RENNIX: “Then I abandoned all that” is always the beginning of a legal career.

ABRAHAM: What a sad bunch of wannabe scientists with dreams abandoned.

RENNIX: What happens to a dream deferred, does it dry up like a raisin in the sun or does it transmute into a JD overnight?

CATE ROOT (ADMINISTRATIVE MAVEN): When I was little I would’ve said I wanted to be Barbie or a princess. I wanted a title without responsibilities.

ABRAHAM: The wisest of the CA children.

BEE: #wife

ROOT: Being a wife without a husband is clutch.

BEE: Top job.

ELI MASSEY (BUSINESS MANAGER): When I was younger I thought maybe I’d be a rabbi or a lawyer, but then from fifth grade all the way up until college—when I studied at a conservatory—I thought I’d be a musician.

NATHAN J. ROBINSON (EDITOR-IN-CHIEF):  I wanted so badly to be an architect. In 2nd grade I collected all these books of house blueprints and started drawing my own blueprints. I have a giant binder full of them. They’re absurd, I was an absolute obsessive. I put sizes for all the rooms but I had trouble calculating the overall square footage so all the plans have little notes from my mom where she added the square footage.
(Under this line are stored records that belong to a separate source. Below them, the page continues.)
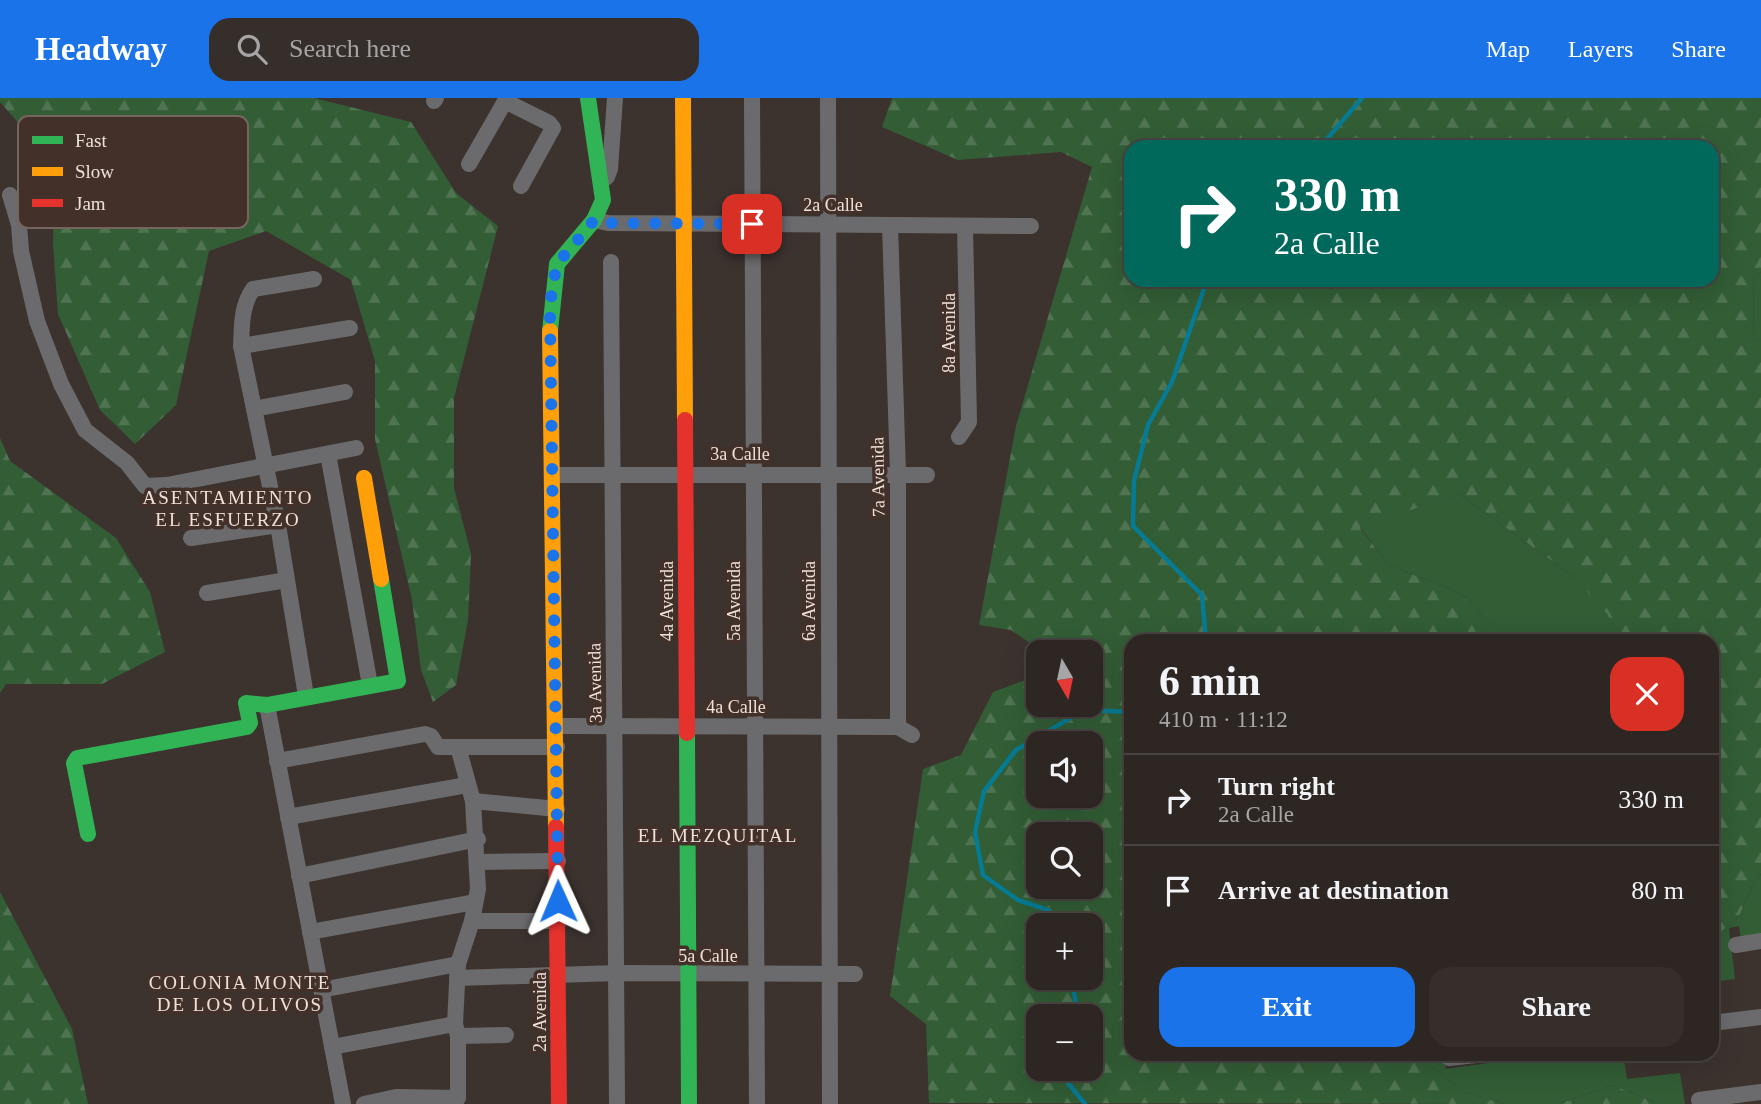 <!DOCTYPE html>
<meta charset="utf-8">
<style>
body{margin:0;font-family:"Times New Roman",serif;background:#352e2b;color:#f1f3f6;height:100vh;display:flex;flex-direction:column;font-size:26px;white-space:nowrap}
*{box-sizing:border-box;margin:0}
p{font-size:23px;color:#a7a5a6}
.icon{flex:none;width:38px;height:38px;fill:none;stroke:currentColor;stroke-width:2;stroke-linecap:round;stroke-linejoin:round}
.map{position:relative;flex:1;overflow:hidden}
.details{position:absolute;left:1124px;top:536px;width:595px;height:427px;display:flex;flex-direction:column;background:#2d2623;border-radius:21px;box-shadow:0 7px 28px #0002,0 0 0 2px #484341}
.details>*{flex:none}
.guide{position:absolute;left:1124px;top:42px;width:595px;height:147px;border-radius:21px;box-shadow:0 7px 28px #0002,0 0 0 2px #484341;background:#00695c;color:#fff;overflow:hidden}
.needle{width:46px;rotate:171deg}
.fabs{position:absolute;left:1026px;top:542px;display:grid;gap:14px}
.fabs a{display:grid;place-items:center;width:77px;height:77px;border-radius:14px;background:#2d2623;box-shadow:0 7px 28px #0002,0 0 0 2px #484341;font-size:35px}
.pin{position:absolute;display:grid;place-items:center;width:60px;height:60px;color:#fff;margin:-30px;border-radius:14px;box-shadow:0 4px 10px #0006}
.me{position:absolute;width:77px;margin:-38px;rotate:359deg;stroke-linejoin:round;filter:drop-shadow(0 0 5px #0008)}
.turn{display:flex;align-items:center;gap:24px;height:147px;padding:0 35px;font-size:32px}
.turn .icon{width:91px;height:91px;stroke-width:2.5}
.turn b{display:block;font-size:49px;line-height:60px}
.round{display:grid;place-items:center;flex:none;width:74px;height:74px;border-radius:21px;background:#352e2b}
.headline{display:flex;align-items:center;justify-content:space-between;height:119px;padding:0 35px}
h1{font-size:42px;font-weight:800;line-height:52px}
.button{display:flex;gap:14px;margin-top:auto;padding:14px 35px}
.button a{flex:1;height:80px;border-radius:21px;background:#1a73e8;color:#fff;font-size:28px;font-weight:800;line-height:80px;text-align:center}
.button a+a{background:#352e2b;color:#f1f3f6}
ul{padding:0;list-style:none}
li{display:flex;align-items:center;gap:21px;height:91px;padding:0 35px;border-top:2px solid #484341}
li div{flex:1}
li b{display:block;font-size:26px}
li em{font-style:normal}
header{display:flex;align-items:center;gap:42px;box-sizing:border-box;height:98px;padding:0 35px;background:#1a73e8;color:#fff}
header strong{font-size:33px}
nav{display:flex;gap:38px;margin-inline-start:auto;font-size:24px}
.search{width:490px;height:63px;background:#352e2b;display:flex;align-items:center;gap:18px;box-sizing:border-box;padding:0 24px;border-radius:21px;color:#a7a5a6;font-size:26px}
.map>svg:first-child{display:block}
.forest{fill:url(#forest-firs);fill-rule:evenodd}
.park{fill:#325d35}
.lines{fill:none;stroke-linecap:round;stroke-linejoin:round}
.stream{stroke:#077b93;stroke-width:4.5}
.street{stroke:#6b6b6d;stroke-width:16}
.fast{stroke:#30b455;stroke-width:16}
.slow{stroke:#ff9f0a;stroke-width:16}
.jam{stroke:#e5322d;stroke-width:16}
.route{stroke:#1a73e8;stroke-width:12;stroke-dasharray:0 21.6}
.labels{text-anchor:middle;stroke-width:7;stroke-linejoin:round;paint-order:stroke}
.street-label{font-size:18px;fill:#ede1dc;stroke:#423029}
.neighbourhood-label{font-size:19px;letter-spacing:2px;fill:#ede1dc;stroke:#423029}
.key{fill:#423029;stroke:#75655f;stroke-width:2}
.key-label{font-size:19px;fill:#ede1dc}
</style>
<header>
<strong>Headway</strong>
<div class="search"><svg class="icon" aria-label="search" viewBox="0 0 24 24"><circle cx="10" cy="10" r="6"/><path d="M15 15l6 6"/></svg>Search here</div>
<nav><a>Map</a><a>Layers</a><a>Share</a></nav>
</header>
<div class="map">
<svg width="1761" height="1006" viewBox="0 0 1761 1006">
<defs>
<pattern id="forest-firs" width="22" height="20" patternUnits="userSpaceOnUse" patternTransform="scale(1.75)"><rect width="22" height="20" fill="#325d35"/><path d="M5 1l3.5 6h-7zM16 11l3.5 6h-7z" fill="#507452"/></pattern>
</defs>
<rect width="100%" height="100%" fill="#3c332f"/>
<!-- forest -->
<g class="forest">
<polygon points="0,0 314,0 411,24 456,95 498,128 454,300 454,390 471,456 468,522 456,587 433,604 421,572 412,502 375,341 375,263 351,182 266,133 209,153 176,307 135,346 100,312 58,216 53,146 54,85 28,36 0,4"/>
<path d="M 892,0 L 1761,0 L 1761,174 L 1753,179 L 1754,241 L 1761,243 L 1761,776 L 1753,785 L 1740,817 L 1712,842 L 1712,542 L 1607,542 L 1612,533 L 1575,480 L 1459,396 L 1360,430 L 1389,467 L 1462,496 L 1506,542 L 1130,542 L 1130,956 L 1402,956 L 1427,965 L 1464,994 L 1505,1006 L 929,1005 L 926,926 L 890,898 L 923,671 L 961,657 L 993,594 L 1025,582 L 1033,547 L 1011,532 L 979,527 L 1016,328 L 1092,69 L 1061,54 L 958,62 L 882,29 ZM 1130,49 L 1712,49 L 1712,182 L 1130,182 ZM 1038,555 L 1090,555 L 1090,607 L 1038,607 ZM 1038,646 L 1090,646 L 1090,698 L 1038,698 ZM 1038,737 L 1090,737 L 1090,789 L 1038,789 ZM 1038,828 L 1090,828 L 1090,880 L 1038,880 ZM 1038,919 L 1090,919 L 1090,971 L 1038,971 Z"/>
<polygon points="0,340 10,363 116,440 150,494 165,554 102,586 6,586 0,595"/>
<polygon points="0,794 72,931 88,1006 0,1006"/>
<polygon points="1614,987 1658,1006 1558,1006"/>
</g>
<!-- park -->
<g class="park">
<polygon points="1761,174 1761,243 1754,241 1753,179"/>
<polygon points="1459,396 1575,480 1608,517 1613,533 1607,542 1506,542 1462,496 1389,467 1360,429"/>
<polygon points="1761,776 1761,841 1741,844 1739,828 1729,830 1735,881 1712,884 1712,842 1740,817 1753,785"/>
<polygon points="1402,956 1442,956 1446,971 1552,956 1623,956 1627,981 1680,975 1685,1006 1658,1006 1614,987 1558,1006 1505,1006 1464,994 1427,965"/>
</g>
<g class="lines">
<!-- stream -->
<g class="stream">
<polyline points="1320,49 1362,0"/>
<polyline points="1206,542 1202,497 1133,428 1134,383 1148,327 1172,284 1207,182"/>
<polyline points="1051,828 1048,812 1018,802 983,777 975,734 984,693 1016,652 1084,612 1130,614"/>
<polyline points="1071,880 1076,905 1072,919"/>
<polyline points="1065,971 1068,985 1085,1006"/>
</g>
<!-- street -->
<g class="street">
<polyline points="752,0 757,1006"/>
<polyline points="828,0 830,1006"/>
<polyline points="434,3 436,0"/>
<polyline points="505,3 549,25 553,30 521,88"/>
<polyline points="469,66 507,0"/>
<polyline points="601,82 607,79 610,71 615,0"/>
<polyline points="10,97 19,127 21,153 37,223 61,286 85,332 127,365 145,388 167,387 356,350"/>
<polyline points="594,122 608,125 1031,128"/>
<polyline points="890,127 898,375 898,629"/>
<polyline points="611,164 617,1006"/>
<polyline points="241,248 350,230"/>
<polyline points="254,311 345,294"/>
<polyline points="959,339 969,324 965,128"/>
<polyline points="328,356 370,587"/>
<polyline points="553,377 927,377"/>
<polyline points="191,440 278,427"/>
<polyline points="207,495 287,482"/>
<path d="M 306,598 L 278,427 L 241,248 C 242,228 241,208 253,191 L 314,181"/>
<polyline points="267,607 343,1006"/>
<polyline points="557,628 898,629 912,637"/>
<polyline points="277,663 425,636 431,638 438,649 557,649"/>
<polyline points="473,703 557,711"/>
<polyline points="288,719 467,687"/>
<polyline points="477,764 558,763"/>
<polyline points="299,778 478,741"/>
<polyline points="472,823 559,823"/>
<polyline points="310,834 475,804"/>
<polyline points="1736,847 1761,843"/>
<polyline points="457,880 617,875 855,876"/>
<polyline points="321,892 458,866"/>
<polyline points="1712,925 1761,919"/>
<polyline points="458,938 506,937"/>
<polyline points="332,949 455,926"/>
<polyline points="1449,960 1485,956"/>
<polyline points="1699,1002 1761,994"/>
<polyline points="364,1006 396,999 458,1000 458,938 455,926 458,866 472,823 478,791 473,703 458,649"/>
</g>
<!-- fast -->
<g class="fast">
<polyline points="550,233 557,166 594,122 603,102 588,0"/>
<polyline points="687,635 689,1006"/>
<polyline points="88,736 74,665 77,660 247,629 250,625 246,605 267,607 398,583 381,481"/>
</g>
<!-- slow -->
<g class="slow">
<polyline points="683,0 685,322"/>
<polyline points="550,233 556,729"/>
<polyline points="364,380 381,481"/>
</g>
<!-- jam -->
<g class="jam">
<polyline points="685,322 687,635"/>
<polyline points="556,729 559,1006"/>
</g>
</g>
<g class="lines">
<!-- route -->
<path class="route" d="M 558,803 L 550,214 C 554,153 562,165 594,122 L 608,125 L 752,126"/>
</g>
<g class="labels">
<!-- street labels -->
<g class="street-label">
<text x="833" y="113">2a Calle</text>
<text transform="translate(949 235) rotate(-90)" y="6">8a Avenida</text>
<text x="740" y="362">3a Calle</text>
<text transform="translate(878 379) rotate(-91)" y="6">7a Avenida</text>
<text transform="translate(667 503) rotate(-90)" y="6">4a Avenida</text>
<text transform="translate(734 503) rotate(-90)" y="6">5a Avenida</text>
<text transform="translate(809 503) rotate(-90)" y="6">6a Avenida</text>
<text transform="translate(595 585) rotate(-91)" y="6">3a Avenida</text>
<text x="736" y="615">4a Calle</text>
<text x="708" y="864">5a Calle</text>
<text transform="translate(540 914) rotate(-90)" y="6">2a Avenida</text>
</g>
<!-- neighbourhood labels -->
<g class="neighbourhood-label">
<text x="228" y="406">ASENTAMIENTO<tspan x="228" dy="22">EL ESFUERZO</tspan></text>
<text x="718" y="744">EL MEZQUITAL</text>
<text x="240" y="891">COLONIA MONTE<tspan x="240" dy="22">DE LOS OLIVOS</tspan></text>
</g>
</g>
<!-- legend -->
<rect x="18" y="18" width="230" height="112" rx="10" class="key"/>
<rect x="32" y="38" width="31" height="8" fill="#30b455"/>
<rect x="32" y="69" width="31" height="9" fill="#ff9f0a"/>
<rect x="32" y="101" width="31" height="8" fill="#e5322d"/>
<g class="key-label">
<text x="75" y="49">Fast</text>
<text x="75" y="80">Slow</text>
<text x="75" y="112">Jam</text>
</g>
</svg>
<div class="fabs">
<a><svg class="needle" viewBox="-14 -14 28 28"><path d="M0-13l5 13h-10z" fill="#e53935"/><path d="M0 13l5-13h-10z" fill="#a7a5a6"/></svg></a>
<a><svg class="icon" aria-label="sound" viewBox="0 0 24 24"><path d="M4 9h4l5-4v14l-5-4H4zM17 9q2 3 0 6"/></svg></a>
<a><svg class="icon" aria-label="search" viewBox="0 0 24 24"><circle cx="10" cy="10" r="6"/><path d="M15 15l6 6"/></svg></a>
<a>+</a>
<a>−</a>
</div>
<div class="pin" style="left:752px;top:126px;background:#d93025"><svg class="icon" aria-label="arrive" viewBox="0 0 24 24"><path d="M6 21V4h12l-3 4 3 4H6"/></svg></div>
<svg class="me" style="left:558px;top:803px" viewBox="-20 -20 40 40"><path d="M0-17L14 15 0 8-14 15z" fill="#1a73e8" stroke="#fff" stroke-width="4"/></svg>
<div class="guide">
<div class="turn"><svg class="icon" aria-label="right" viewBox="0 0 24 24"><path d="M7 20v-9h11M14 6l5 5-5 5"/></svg><div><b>330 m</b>2a Calle</div></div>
</div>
<section class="details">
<div class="headline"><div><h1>6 min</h1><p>410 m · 11:12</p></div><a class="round" style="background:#d93025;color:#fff"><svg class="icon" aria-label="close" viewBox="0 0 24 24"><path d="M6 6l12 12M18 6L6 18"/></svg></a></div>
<ul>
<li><svg class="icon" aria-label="right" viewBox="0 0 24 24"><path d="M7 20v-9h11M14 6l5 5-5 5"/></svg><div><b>Turn right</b><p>2a Calle</p></div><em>330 m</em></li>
<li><svg class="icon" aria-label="arrive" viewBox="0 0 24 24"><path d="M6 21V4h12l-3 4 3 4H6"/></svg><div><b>Arrive at destination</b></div><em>80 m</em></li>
</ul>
<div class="button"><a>Exit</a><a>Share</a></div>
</section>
</div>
Looking back, what’s remarkable is how boring they were. I wasn’t designing castles, I was designing very staid Florida single-family houses. I can’t think why this so fascinated me. Anyway, after that I wanted to be a film director and wrote a bunch of scripts before finally resigning myself to being a lawyer. 

GOLD: That’s right folks: Nathan was a baby Howard Roark. Thanks for joining us!